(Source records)
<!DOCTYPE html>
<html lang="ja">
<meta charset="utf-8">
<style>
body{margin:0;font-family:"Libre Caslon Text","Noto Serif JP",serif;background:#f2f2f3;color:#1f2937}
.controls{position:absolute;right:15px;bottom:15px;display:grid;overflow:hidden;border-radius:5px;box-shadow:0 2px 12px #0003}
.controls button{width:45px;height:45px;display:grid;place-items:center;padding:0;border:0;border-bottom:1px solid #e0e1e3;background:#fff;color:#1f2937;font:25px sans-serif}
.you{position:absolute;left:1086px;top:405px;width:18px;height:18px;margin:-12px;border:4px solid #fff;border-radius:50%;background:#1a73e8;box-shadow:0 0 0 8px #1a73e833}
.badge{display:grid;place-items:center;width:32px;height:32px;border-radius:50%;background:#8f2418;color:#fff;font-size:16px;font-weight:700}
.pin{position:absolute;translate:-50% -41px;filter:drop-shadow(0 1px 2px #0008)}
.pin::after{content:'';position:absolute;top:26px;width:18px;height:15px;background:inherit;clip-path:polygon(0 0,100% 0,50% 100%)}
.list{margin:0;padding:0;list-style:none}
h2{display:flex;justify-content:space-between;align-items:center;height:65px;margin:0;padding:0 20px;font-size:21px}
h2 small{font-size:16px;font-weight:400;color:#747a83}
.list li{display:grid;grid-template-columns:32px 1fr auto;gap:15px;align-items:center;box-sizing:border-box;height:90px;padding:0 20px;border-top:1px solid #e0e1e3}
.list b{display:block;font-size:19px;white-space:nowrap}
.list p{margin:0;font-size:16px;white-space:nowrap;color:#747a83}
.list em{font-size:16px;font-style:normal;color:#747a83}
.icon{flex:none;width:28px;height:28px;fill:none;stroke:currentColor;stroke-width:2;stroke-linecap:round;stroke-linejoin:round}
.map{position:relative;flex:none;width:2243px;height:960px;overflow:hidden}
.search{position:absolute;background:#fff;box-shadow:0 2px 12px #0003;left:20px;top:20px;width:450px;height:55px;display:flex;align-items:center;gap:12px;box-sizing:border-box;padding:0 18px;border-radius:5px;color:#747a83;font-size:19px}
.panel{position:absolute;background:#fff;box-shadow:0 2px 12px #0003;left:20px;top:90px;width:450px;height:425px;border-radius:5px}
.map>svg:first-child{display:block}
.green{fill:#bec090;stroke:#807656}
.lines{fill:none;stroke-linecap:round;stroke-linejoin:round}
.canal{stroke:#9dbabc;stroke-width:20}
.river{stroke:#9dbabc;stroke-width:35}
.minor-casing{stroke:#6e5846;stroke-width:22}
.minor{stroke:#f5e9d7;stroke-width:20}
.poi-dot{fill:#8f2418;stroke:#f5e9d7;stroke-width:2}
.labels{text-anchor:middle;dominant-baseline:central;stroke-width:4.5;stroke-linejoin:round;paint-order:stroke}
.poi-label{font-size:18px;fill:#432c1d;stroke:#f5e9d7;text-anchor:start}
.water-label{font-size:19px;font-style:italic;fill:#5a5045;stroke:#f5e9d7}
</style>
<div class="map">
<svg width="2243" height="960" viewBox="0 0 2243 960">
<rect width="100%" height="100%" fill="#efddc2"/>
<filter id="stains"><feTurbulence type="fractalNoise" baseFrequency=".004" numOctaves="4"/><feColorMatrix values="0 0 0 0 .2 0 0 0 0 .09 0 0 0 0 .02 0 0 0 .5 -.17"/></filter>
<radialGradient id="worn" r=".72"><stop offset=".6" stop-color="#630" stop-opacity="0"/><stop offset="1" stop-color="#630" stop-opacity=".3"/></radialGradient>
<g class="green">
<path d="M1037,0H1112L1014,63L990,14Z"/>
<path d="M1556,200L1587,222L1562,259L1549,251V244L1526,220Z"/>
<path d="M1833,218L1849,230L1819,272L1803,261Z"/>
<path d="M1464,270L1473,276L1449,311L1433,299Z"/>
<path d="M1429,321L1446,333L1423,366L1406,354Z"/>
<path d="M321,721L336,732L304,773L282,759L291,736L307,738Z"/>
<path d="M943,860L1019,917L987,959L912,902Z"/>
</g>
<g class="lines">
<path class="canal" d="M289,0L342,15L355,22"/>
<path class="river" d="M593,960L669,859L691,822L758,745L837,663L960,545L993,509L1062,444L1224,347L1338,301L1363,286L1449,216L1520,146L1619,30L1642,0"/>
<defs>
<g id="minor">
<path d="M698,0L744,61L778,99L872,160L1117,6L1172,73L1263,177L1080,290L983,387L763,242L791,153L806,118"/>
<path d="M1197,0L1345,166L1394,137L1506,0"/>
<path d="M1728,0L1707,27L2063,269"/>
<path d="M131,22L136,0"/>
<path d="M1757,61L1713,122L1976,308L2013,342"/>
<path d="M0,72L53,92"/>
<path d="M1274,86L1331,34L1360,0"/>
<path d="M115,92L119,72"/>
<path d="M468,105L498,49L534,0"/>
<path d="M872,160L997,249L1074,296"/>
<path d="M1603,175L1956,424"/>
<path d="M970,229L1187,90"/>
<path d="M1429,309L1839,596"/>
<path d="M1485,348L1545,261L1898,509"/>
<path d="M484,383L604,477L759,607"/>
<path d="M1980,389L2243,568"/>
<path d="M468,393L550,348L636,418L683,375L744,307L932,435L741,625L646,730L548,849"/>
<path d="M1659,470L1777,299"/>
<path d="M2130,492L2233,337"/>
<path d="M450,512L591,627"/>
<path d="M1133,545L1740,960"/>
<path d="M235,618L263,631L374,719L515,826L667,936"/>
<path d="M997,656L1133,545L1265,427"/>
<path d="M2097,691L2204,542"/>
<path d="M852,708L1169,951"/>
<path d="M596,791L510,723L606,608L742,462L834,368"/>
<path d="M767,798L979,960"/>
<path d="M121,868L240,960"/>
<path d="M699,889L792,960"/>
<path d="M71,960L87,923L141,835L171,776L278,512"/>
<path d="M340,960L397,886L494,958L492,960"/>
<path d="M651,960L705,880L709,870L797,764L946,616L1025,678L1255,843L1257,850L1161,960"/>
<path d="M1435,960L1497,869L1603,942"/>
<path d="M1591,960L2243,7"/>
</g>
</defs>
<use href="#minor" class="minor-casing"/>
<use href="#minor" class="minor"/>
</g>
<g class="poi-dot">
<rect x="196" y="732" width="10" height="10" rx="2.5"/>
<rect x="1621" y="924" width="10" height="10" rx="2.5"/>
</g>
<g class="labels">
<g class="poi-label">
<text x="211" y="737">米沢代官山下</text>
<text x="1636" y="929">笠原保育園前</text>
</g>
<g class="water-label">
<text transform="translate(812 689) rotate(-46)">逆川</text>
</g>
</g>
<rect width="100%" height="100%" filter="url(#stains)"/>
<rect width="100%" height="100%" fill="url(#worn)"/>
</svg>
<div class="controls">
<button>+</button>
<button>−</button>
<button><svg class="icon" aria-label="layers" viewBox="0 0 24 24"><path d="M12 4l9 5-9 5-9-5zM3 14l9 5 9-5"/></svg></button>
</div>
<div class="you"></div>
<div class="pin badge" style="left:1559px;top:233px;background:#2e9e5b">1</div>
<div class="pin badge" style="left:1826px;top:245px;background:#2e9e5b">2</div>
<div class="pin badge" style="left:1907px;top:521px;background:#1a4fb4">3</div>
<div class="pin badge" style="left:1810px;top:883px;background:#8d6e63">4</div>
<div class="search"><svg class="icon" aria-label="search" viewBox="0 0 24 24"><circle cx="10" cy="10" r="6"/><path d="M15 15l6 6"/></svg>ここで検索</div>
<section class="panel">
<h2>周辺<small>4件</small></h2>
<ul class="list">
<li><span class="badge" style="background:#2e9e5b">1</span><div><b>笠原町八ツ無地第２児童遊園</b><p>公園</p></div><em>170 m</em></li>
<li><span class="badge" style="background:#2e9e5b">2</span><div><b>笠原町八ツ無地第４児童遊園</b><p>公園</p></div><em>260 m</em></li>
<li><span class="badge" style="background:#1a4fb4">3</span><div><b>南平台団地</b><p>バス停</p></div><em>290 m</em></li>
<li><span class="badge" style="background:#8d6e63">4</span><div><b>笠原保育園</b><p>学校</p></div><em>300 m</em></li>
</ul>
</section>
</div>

* YOUR TASK:
Within the data, how many lines hold "labels"? Respond with only the number.

* ANSWER TO THIS TASK:
2